Fair enough. If Baxter has moral concerns, he's certainly allowed to act on them. But given how politically radioactive the game has become, you might well wonder: What's it actually like? Does it exploit the tragedy for cheap thrills? Or does it actually have artistic merit -- offering a new way to think about Columbine?

Right off the bat, Ledonne tries to put his critics off guard by delivering precisely the opposite of what you'd expect. Nobody will be able to use Super Columbine to live out explicit fantasies of gore or train themselves to shoot up a high school.

That's because it's anything but a graphically sophisticated, blood-soaked shoot-em-up. On the contrary, Super Columbine was designed to look like a clunky Nintendo game from the mid '90s, with low-rez, pixilated characters the size of sugar cubes, and cheesy MIDI music. When you kill someone, the avatar looks like a mashed red blot.

What strikes you, instead, is Ledonne's attention to narrative detail. He painstakingly researched the killers' life stories using publicly released police investigations of the pair, and the game thus includes all manner of detail I never knew. When I started off in Harris' house, I found a box of Luvox, an antidepressant he was on that prevented him getting into the Marines. When I met up with Klebold in a basement, we sat down in front of the VCR to watch the "I've seen the horror" speech from Apocalypse Now, a movie they apparently loved.

Ledonne actually reconstructed copious dialogue for the pair, pulled from real-life transcripts of what they said on the day of the shooting -- including survivor reports and their own videotapes of themselves. (He estimates 80 percent of the dialogue in the game is lifted from real life.) It's oddly mesmerizing: They wonder about what the reaction will be to the massacre ("pass more gun laws, probably"), reminisce about old times, gird themselves for battle and explicitly compare the attack to video games. "It's gonna be like Doom, man!" Dylan exults.

You're constantly reminded of how creepily unbalanced Harris and Klebold were. One minute they're tossing off nihilistic riffs: "When I'm in my human form, knowing I'm going to die, everything has a touch of triviality to it," Klebold muses. The next minute they're quoting Shakespeare: "Good wombs hath borne bad sons."

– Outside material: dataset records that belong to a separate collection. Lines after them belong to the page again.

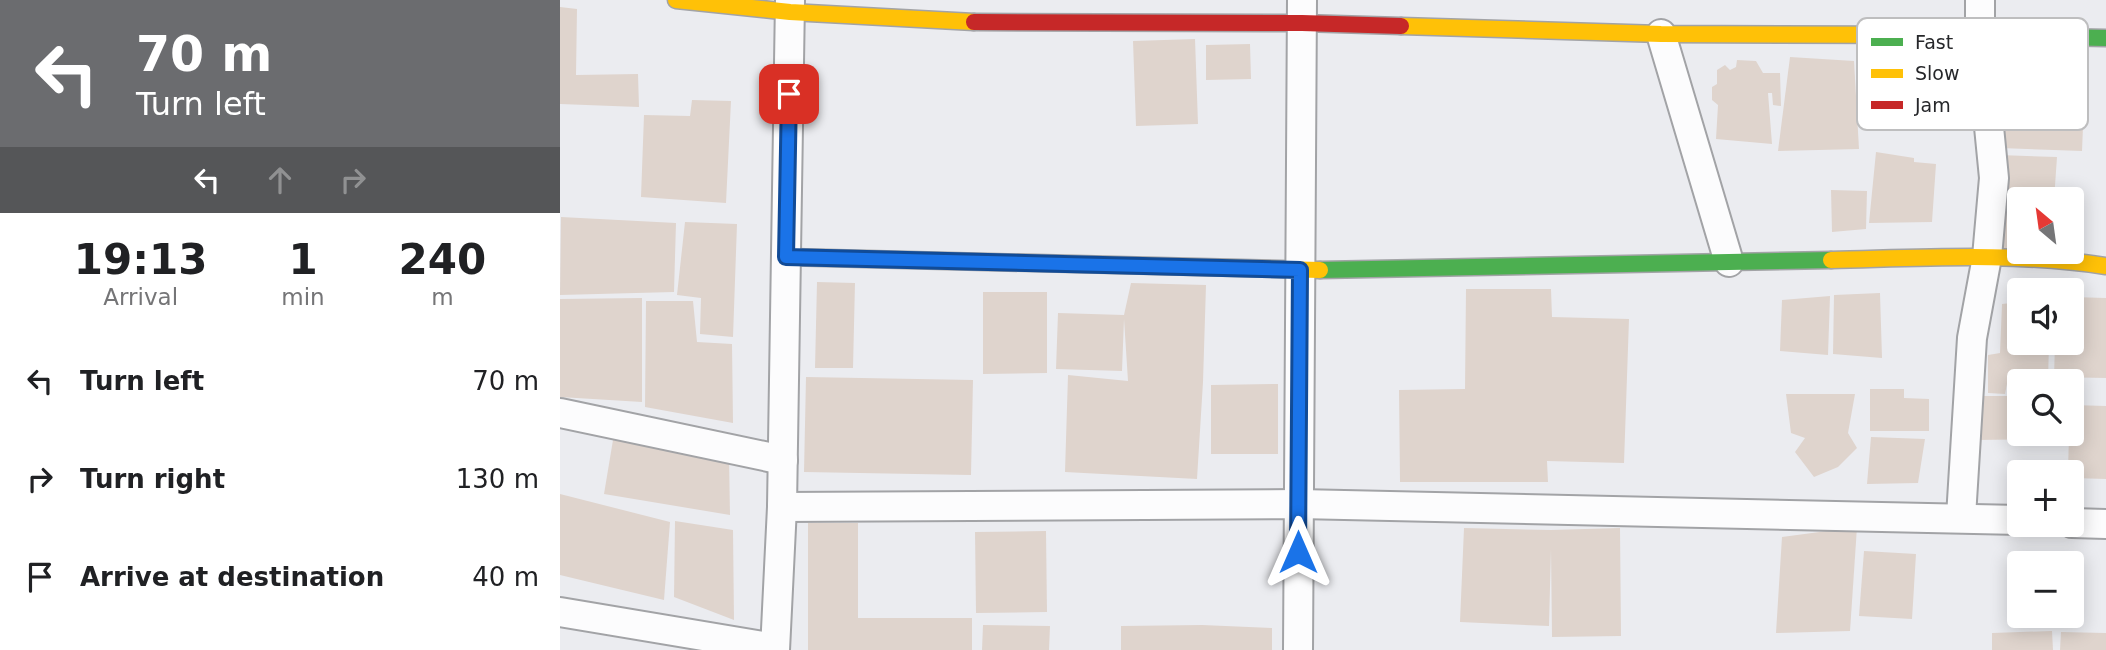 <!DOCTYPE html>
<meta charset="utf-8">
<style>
body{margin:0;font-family:"DejaVu Sans",sans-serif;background:#f6f6f6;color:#202124;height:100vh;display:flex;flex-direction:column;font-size:26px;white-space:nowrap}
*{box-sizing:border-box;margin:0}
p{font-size:23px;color:#757577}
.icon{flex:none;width:38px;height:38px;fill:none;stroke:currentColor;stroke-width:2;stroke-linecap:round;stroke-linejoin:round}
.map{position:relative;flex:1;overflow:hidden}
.details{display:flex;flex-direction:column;background:#fff;width:560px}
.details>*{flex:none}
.top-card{background:#6b6c6f;color:#fff;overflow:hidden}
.needle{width:46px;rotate:331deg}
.buttons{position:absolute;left:1447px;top:187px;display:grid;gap:14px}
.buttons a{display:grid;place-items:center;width:77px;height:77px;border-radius:7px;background:#fff;box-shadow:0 4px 18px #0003;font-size:35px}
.pin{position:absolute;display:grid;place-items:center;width:60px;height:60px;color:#fff;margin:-30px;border-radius:14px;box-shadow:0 4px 10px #0006}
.me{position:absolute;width:77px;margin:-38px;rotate:0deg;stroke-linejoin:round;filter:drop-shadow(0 0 5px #0008)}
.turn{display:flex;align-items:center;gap:24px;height:147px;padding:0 21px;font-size:32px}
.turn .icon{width:91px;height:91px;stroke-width:2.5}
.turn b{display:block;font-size:49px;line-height:60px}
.lanes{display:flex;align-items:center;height:66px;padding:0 21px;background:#0003;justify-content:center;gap:35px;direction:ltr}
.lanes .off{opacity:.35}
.eta{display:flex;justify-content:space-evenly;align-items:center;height:119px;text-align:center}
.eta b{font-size:42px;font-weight:700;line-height:49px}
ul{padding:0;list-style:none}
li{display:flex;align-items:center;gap:21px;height:98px;padding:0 21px}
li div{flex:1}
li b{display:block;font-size:26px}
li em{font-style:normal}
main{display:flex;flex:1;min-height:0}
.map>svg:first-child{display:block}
.building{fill:#dfd4cd}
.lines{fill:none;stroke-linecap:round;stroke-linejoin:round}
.street-casing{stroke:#a2a3a6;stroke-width:32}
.fast-casing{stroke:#a2a3a6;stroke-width:19}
.slow-casing{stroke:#a2a3a6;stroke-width:19}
.jam-casing{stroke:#a2a3a6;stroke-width:19}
.street{stroke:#fcfcfd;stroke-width:28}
.fast{stroke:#4caf50;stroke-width:16}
.slow{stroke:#ffc107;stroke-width:16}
.jam{stroke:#c62828;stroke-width:16}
.route-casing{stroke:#114b97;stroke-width:18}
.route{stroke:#1a73e8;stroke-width:12}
.key{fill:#fff;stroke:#bebebf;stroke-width:2}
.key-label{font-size:19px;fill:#26272a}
</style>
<main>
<section class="details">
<div class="top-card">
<div class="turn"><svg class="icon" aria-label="left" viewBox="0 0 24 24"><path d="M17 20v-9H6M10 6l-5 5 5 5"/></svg><div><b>70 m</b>Turn left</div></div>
<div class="lanes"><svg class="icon" aria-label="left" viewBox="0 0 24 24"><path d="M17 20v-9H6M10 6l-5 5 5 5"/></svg><svg class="icon off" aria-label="ahead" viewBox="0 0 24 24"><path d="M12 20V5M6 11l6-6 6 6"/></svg><svg class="icon off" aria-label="right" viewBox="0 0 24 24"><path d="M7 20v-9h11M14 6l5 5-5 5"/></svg></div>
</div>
<div class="eta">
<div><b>19:13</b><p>Arrival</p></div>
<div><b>1</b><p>min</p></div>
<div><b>240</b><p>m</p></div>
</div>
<ul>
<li><svg class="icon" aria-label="left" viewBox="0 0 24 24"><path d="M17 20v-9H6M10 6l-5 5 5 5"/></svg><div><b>Turn left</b></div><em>70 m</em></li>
<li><svg class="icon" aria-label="right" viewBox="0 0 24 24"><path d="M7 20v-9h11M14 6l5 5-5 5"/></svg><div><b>Turn right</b></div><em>130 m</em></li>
<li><svg class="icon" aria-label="arrive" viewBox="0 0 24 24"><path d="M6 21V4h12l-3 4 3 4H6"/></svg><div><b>Arrive at destination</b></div><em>40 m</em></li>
</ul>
</section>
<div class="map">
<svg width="1546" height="650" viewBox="0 0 1546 650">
<rect width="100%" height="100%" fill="#ebecf0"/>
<g class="building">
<polygon points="0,7 17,9 16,75 78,74 79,107 0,104"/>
<polygon points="635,39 638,124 576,126 573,41"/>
<polygon points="690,44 691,79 646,80 646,45"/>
<polygon points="1436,55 1526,55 1522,151 1440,148"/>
<polygon points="1230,57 1294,61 1299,149 1218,151"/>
<polygon points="1177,60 1196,61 1203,73 1220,73 1221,106 1213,105 1212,93 1208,93 1212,144 1156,139 1158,105 1152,100 1152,87 1157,84 1157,70 1165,65 1170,70 1176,67"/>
<polygon points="132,100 171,101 166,203 81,197 84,115 130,116"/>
<polygon points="1316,152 1354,158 1354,162 1376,164 1372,222 1309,223"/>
<polygon points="1439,155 1497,157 1494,200 1460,200 1460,251 1432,250"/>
<polygon points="1271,190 1307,191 1306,229 1272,232"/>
<polygon points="1,217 116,223 114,292 0,295"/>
<polygon points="125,222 177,224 173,337 140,334 141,298 117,295"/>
<polygon points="257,282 295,283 293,368 255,368"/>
<polygon points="571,283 646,285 643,382 637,479 505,472 508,375 568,381 564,319 562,371 496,369 498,313 564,315"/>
<polygon points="906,289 991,289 992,317 1069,319 1064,463 987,461 988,482 840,482 839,390 905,389"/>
<polygon points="423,292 487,292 487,373 423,374"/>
<polygon points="1320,293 1322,358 1273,354 1274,295"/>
<polygon points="1270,296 1268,355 1220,351 1222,300"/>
<polygon points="1512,297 1546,298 1546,378 1494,377 1495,343 1512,343"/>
<polygon points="82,298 82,402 0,397 0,299"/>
<polygon points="86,301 133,301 137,342 172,344 173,423 85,407"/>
<polygon points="1460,302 1460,343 1489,343 1488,381 1474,379 1473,382 1460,382 1460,384 1447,384 1445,394 1428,393 1428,355 1440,353 1442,304"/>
<polygon points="246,377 413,380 411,475 244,472"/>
<polygon points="718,384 718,454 651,454 651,385"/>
<polygon points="1310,389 1344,389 1344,398 1369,399 1369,431 1310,431"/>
<polygon points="1226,394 1295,394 1288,433 1297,448 1278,467 1254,477 1235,452 1245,438 1231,433"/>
<polygon points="1416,396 1460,396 1460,434 1497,434 1497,439 1415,440"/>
<polygon points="1512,405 1546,406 1546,479 1512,478 1512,472 1508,472 1509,434 1512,434"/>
<polygon points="1311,437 1365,439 1358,483 1307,484"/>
<polygon points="53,440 169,456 170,515 44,494"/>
<polygon points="0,494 110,522 104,600 0,575"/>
<polygon points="115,521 173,530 174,620 114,597"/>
<polygon points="248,523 298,523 298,618 412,618 412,650 248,650"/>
<polygon points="1297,527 1290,631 1216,633 1222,537"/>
<polygon points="904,528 991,530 1060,528 1061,636 992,637 991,549 989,626 900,622"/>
<polygon points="486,531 487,612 416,613 415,532"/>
<polygon points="1304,551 1356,554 1352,619 1299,616"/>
<polygon points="423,625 490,626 489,650 422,650"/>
<polygon points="642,625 712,628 712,650 561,650 561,626"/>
<polygon points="1492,631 1493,650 1432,650 1432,633"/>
<polygon points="1501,632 1546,633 1546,650 1500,650"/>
</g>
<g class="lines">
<defs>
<g id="street">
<polyline points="1101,34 1169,262"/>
<polyline points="0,413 223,460"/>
<polyline points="222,507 739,504 1460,520"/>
<polyline points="1401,517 1412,338 1427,257 1434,178 1420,35 1420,0"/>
<polyline points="1512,523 1546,524"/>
<polyline points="0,612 215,648"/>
<polyline points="215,650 222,507 230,0"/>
<polyline points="738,650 742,0"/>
</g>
<g id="fast">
<polyline points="1409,35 1546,38"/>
<polyline points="760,270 1271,260"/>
</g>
<g id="slow">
<polyline points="116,0 230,12 414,22"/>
<polyline points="841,26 1101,34 1409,35"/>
<polyline points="226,257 760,270"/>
<path d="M1271,260C1362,258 1455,252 1546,266"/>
</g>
<polyline id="jam" points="414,22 742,23 841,26"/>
</defs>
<use href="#street" class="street-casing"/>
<use href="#fast" class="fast-casing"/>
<use href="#slow" class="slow-casing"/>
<use href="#jam" class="jam-casing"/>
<use href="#street" class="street"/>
<use href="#fast" class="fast"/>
<use href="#slow" class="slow"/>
<use href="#jam" class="jam"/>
</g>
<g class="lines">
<defs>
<polyline id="route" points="229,94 226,257 740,270 738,552"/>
</defs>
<use href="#route" class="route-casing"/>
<use href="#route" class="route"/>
</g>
<rect x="1297" y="18" width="231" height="112" rx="10" class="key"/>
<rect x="1311" y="38" width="32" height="8" fill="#4caf50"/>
<rect x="1311" y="69" width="32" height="9" fill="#ffc107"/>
<rect x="1311" y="101" width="32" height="8" fill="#c62828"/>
<g class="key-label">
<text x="1355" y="49">Fast</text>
<text x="1355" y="80">Slow</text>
<text x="1355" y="112">Jam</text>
</g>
</svg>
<div class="buttons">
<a><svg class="needle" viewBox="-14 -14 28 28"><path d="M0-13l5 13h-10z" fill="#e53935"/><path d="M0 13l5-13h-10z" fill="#757577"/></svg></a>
<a><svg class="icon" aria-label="sound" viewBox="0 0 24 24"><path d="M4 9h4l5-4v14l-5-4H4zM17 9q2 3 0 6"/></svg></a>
<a><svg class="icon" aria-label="search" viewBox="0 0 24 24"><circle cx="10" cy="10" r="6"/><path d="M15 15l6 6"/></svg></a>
<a>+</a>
<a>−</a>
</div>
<div class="pin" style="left:229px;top:94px;background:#d93025"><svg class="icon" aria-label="arrive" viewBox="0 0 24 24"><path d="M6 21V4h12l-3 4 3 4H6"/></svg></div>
<svg class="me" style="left:738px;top:552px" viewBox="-20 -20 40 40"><path d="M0-17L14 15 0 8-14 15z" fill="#1a73e8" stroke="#fff" stroke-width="4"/></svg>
</div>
</main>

Harris is sad that his parents will be blamed for his evil acts ("My parents are the best fucking parents I have ever known. My dad is great. I wish I was a fucking sociopath so I didn't have any remorse").

And they perennially break into bitter recriminations about the popular kids they feel have tormented them. "If you could see all the anger I've stored over the past four fucking years. I'm going to kill you all," Klebold seethes.

The upshot is that Ledonne has done a surprisingly good job of painting the emotional landscape of the pair -- whipsawing from self-pity to pompous grandiosity and blinding rage, then back again.